Cognos has repurchased $45 million worth of shares to date under the current Normal Course Issuer Bid, which expires on October 8th, 2005. The intention is to continue to repurchase shares when market conditions warrant, and the Company’s board of directors yesterday approved additional purchases up to a total of $100 million under the current program.

Business Outlook

Management offers the following outlook for the second quarter of fiscal year 2006:

  Revenue is expected to be in the range of $207 million to $215 million;

  Diluted earnings per share are expected to be in the range of $0.28 to $0.31.

Management offers the following outlook for the full fiscal year 2006, ending February 28, 2006:

  Revenue is expected to be in the range of $915 million to $930 million;

  Diluted earnings per share are expected to be in the range of $1.52 to $1.58.

Cognos management will hold a webcast and conference call to present results for the first quarter of fiscal year 2006 and business outlook at 5:15 p.m. Eastern Time today, June 23, 2005. The webcast and an archive of the webcast may be accessed at www.cognos.com/company/investor/events/fy06q1/index.html . The conference call may be accessed at 416-640-1907. A replay of the conference call will be available until July 6, 2005 at 416-640-1917, passcode 21126553#.
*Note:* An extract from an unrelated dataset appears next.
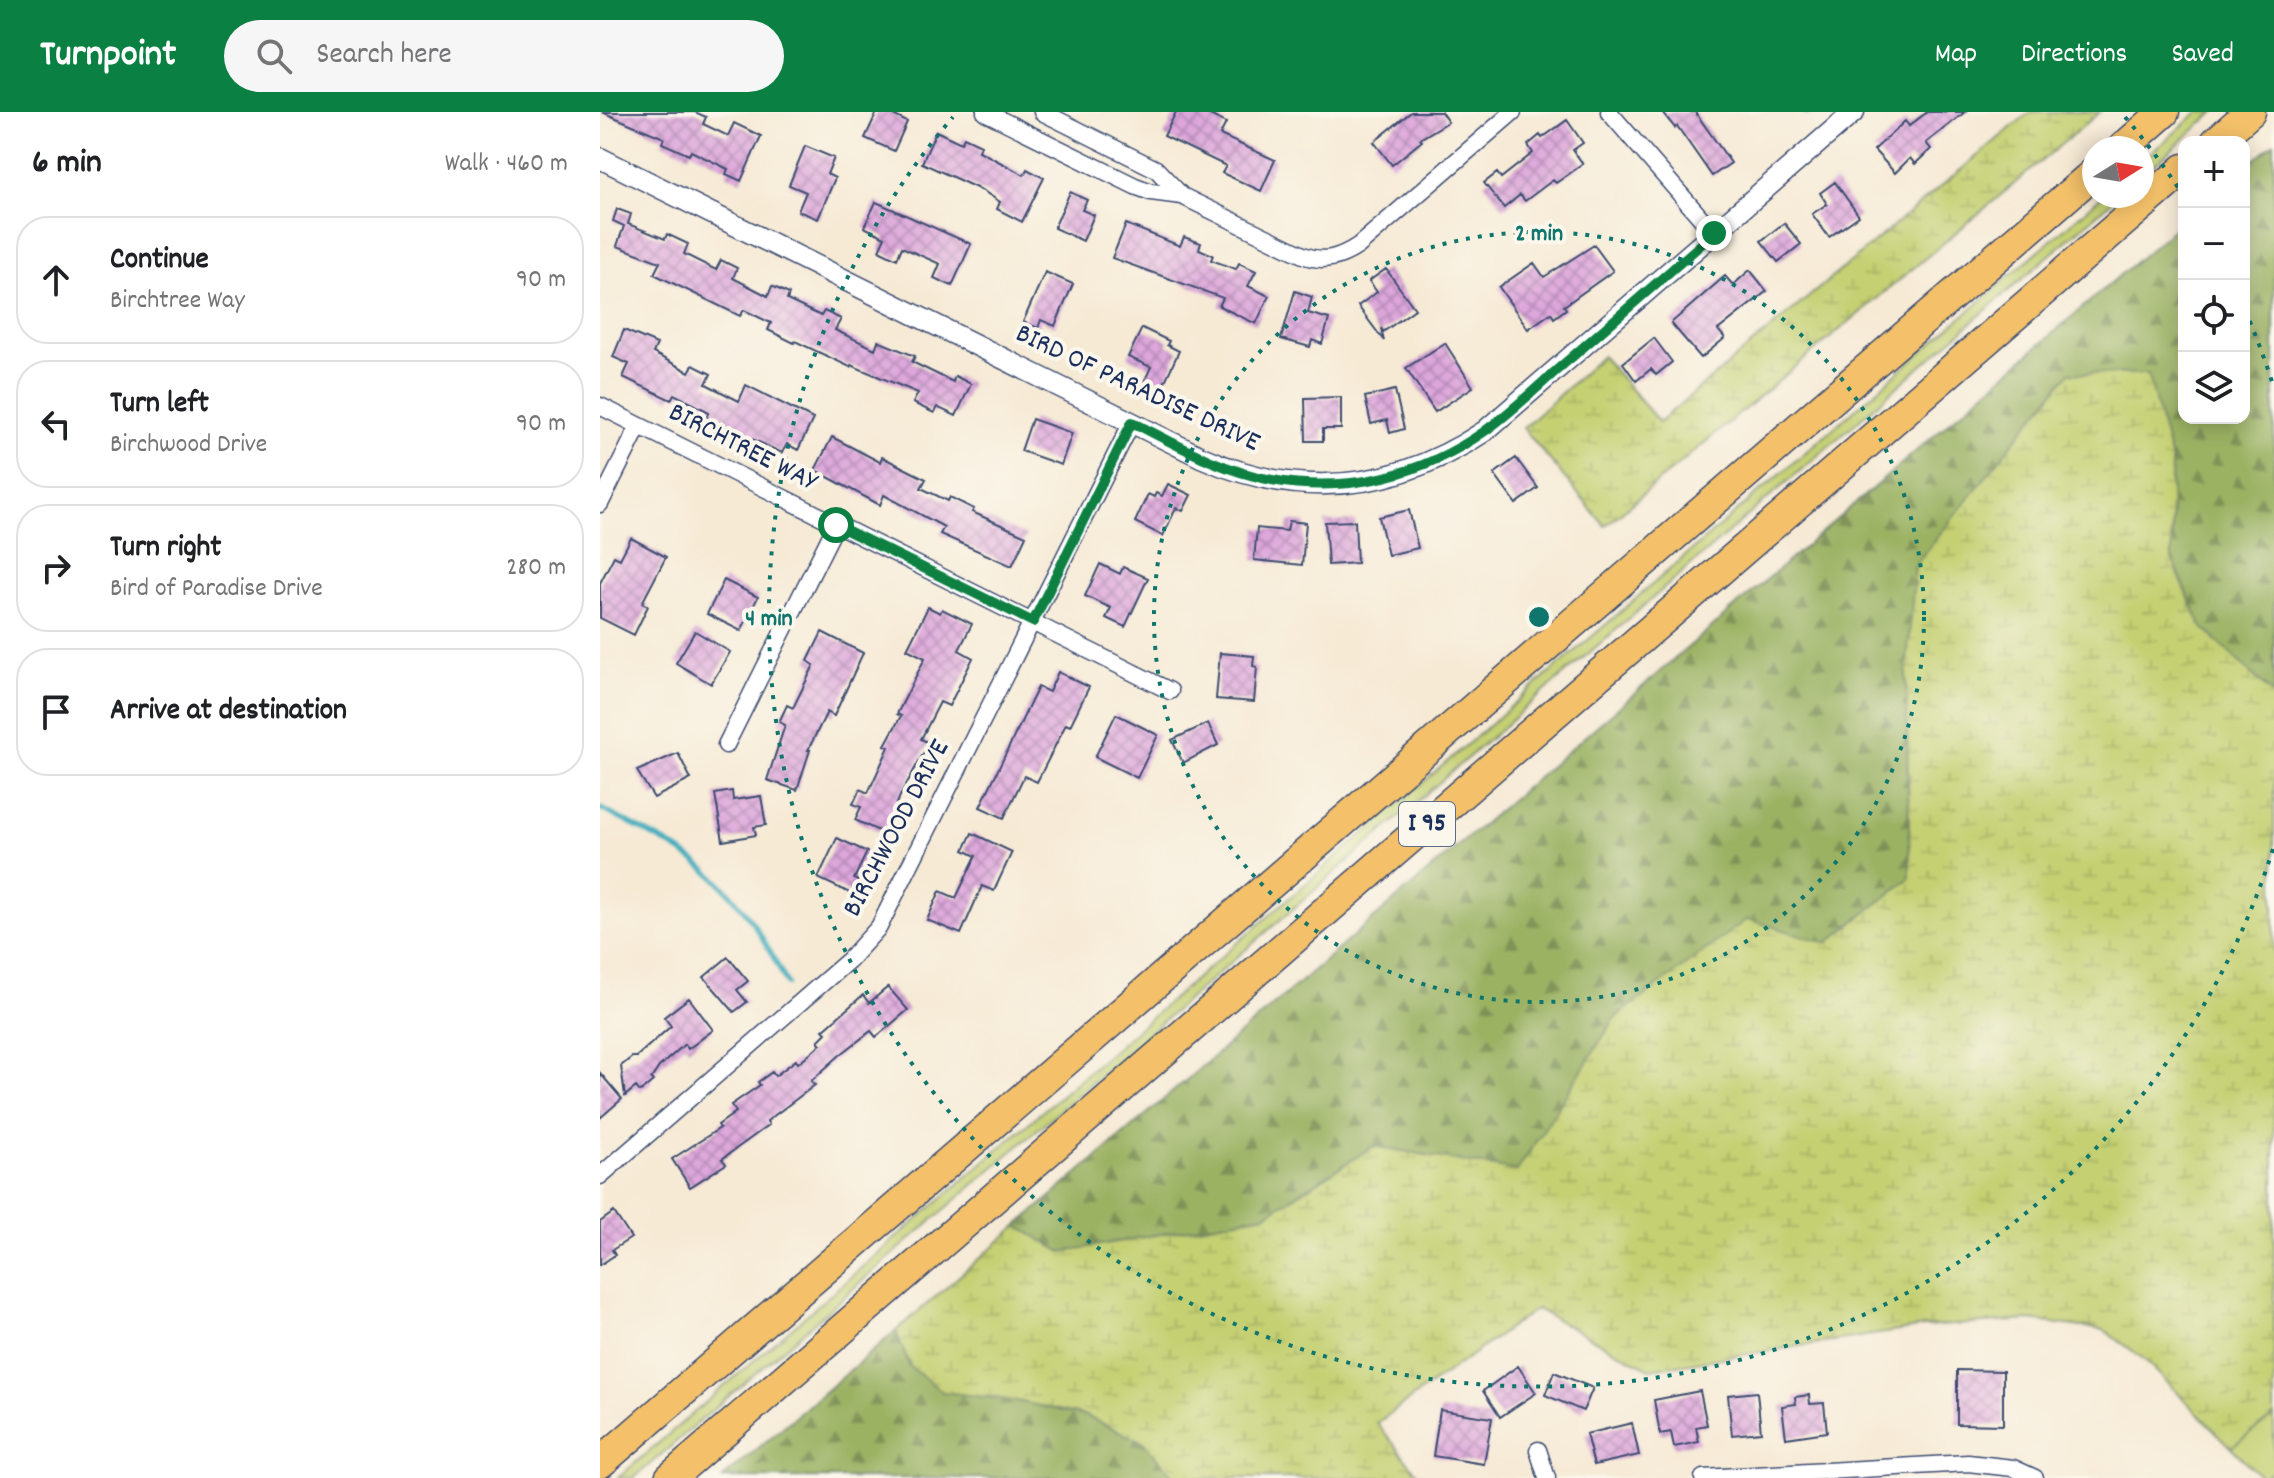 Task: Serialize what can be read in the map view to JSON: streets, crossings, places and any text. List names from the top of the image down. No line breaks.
{"streets":{"highway":["I 95"],"street":["BIRD OF PARADISE DRIVE","BIRCHTREE WAY","BIRCHWOOD DRIVE"]},"crossings":[["BIRD OF PARADISE DRIVE","BIRCHWOOD DRIVE"],["BIRCHTREE WAY","BIRCHWOOD DRIVE"]],"north":"right","page":{"header":"Turnpoint","search":"Search here","nav":["Map","Directions","Saved"],"heading":["6 min","Walk · 460 m"],"map_buttons":["+","−"],"list":[["Continue","Birchtree Way","90 m"],["Turn left","Birchwood Drive","90 m"],["Turn right","Bird of Paradise Drive","280 m"],"Arrive at destination"]},"rings":["2 min","4 min"]}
Safe Harbor for Forward-Looking Statements

Certain statements made in this press release that are not based on historical information are forward-looking statements which are made pursuant to the safe harbor provisions of Section 21E of the Securities Exchange Act of 1934. Such forward-looking statements relate to, among other things, the Company’s expectations with respect to future growth and business outlook, including revenue and earnings for the second quarter of fiscal year 2006 and the full fiscal year ending February 28, 2006; the sales pipeline; our product offering; and our market and competitive position.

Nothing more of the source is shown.